トヨタ自動車では開発購買という言葉は使わない、と聞いたことがあります。原価企画活動として企業に根付いているからです。トヨタの原価企画活動は1937年に創業者の一人である豊田喜一郎氏が示したのが期限と言われています。それが80年後の現在も脈々と受け継がれているだけでなく活動が進化していることは驚きです。1980年代、90年代トヨタの原価企画活動に筆者も携わった経験がありますが、その当時原価企画活動の主体は利益計画などの経理・財務や製品開発責任者である主査にあったと記憶しています。
開発部門はどちらかというと、原価企画活動を主体的に進めているのではなく「やらなければならないからやっている。」という印象でした。それが現在のトヨタ自動車の原価企画活動は開発の役割として根付いているようです。
手元に「原価企画とトヨタのエンジニアたち」(小林英幸著、中央経済社)という本があります。著者はトヨタ自動車で設計、製品企画、原価企画に長年携わっていた方で原価企画の専門家です。著者のはしがきにこういう一文がありました。
「原価企画を実践しているのはエンジニア」
この一文からもトヨタ自動車では開発者が自ら開発購買(原価企画)を進めていることがわかります。またそれが定着していることもわかるでしょう。
この著書ではエンジニアが原価企画活動に携わるにあたりどのような課題があり、それをトヨタがどう解決して今の仕組みを築いたかが書かれています。それをエンジニアや主査へのアンケートやインタビュー結果を踏まえまとめているとても分かりやすく興味深い本です。
トヨタ自動車の原価企画活動の特徴としては以下の3点が上げられます。
まずは目標原価の作り方です。目標原価の作り方は教科書にも出ていますが、多くの企業の場合、収益目標から製品別目標原価を作りそれを部位別に展開して作ります。
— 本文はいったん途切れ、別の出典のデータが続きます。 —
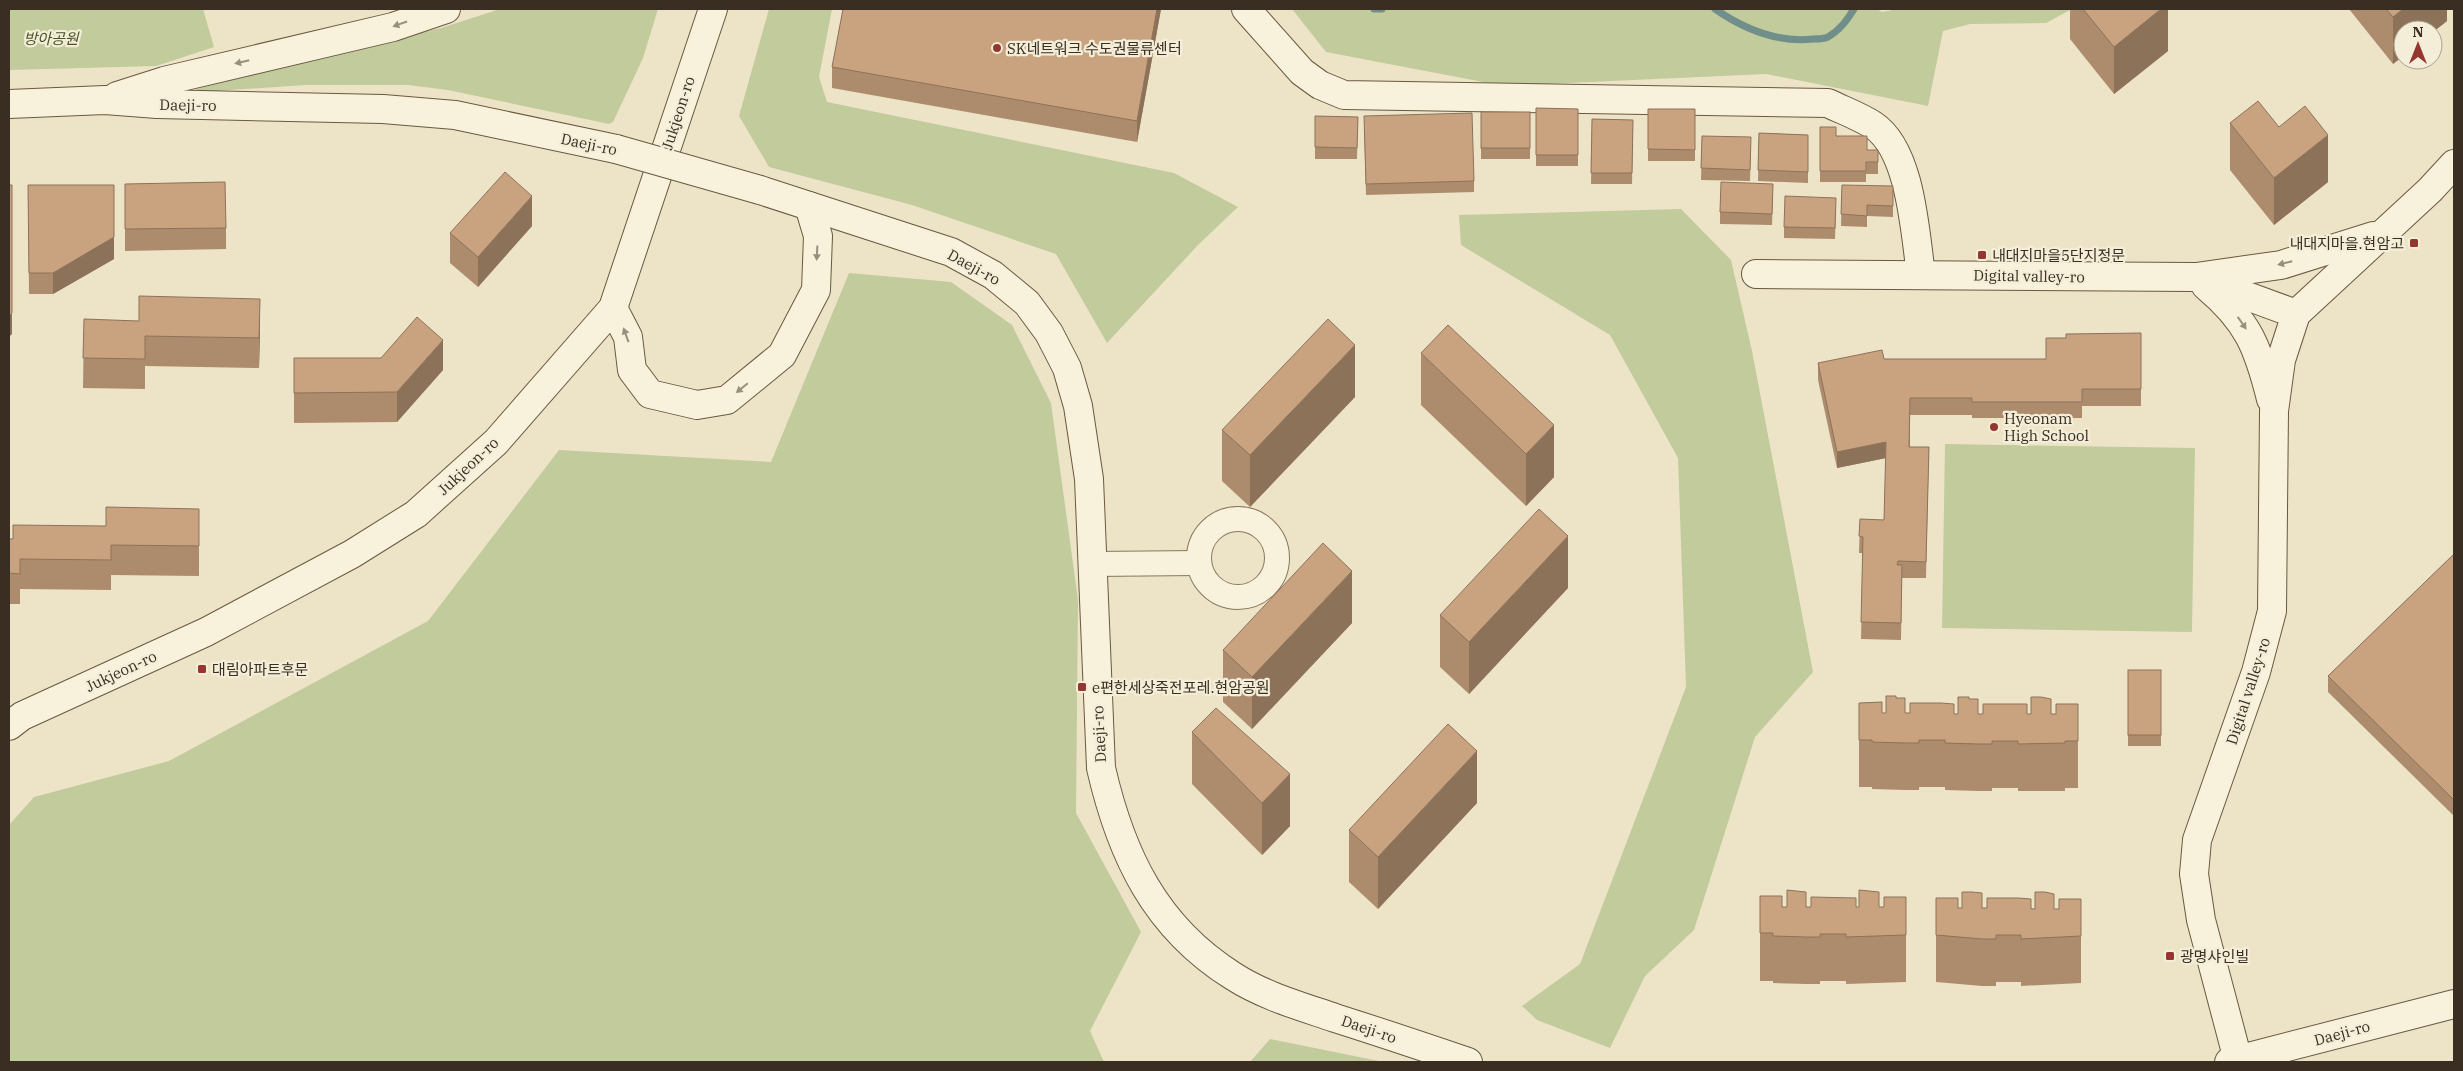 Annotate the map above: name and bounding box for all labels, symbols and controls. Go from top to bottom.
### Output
north arrow [2393,20,2443,70]
one-way arrow [392,21,407,29]
text: N [2412,23,2424,41]
park label: 방아공원 [23,29,80,48]
place label: SK네트워크 수도권물류센터 [1007,39,1182,58]
marker: SK네트워크 수도권물류센터 [991,42,1003,54]
one-way arrow [235,58,250,66]
street label: Jukjeon-ro [657,74,699,152]
street label: Daeji-ro [159,95,217,115]
street label: Daeji-ro [559,129,619,159]
place label: 내대지마을.현암고 [2290,234,2404,253]
marker: 내대지마을.현암고 [2408,237,2420,249]
one-way arrow [813,245,821,261]
street label: Daeji-ro [944,245,1004,289]
place label: 내대지마을5단지정문 [1992,246,2125,265]
marker: 내대지마을5단지정문 [1976,249,1988,261]
one-way arrow [2278,259,2293,267]
street label: Digital valley-ro [1973,266,2085,286]
one-way arrow [2237,316,2247,330]
one-way arrow [622,328,629,343]
one-way arrow [735,382,748,393]
place label: Hyeonam High School [2004,409,2089,445]
marker: Hyeonam High School [1988,421,2000,433]
street label: Jukjeon-ro [434,433,502,499]
street label: Digital valley-ro [2222,635,2274,747]
street label: Jukjeon-ro [82,646,160,696]
place label: 대림아파트후문 [212,660,309,679]
marker: 대림아파트후문 [196,663,208,675]
place label: e편한세상죽전포레.현암공원 [1092,678,1270,697]
marker: e편한세상죽전포레.현암공원 [1076,681,1088,693]
street label: Daeji-ro [1088,705,1110,763]
place label: 광명샤인빌 [2180,947,2249,966]
marker: 광명샤인빌 [2164,950,2176,962]
street label: Daeji-ro [1339,1011,1399,1047]
street label: Daeji-ro [2312,1016,2372,1050]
しかしそれでは開発部門が納得できる目標にならないことが多いです。本著のアンケート結果からも出ていましたが開発部門は目標コストに論理性がないとそれを達成する意欲自体が削がれてしまうようです。そのためトヨタは目標コストを設定するために機能・コスト分析という手法で理論コストを設定する方法を活用しています。また自動車のような多くの部品を使う製品の場合、効率性を高めるために原価企画は仕様差で目標原価を設定し、それを管理することが多いのですが、トヨタの場合は部品毎の原価を絶対値でベンチマーク推計しそれを目標原価として設定する方式も活用しています。これも目標コストの論理性を高め開発部門、調達部門と目標コストに対する合意を得ることにつなげているようです。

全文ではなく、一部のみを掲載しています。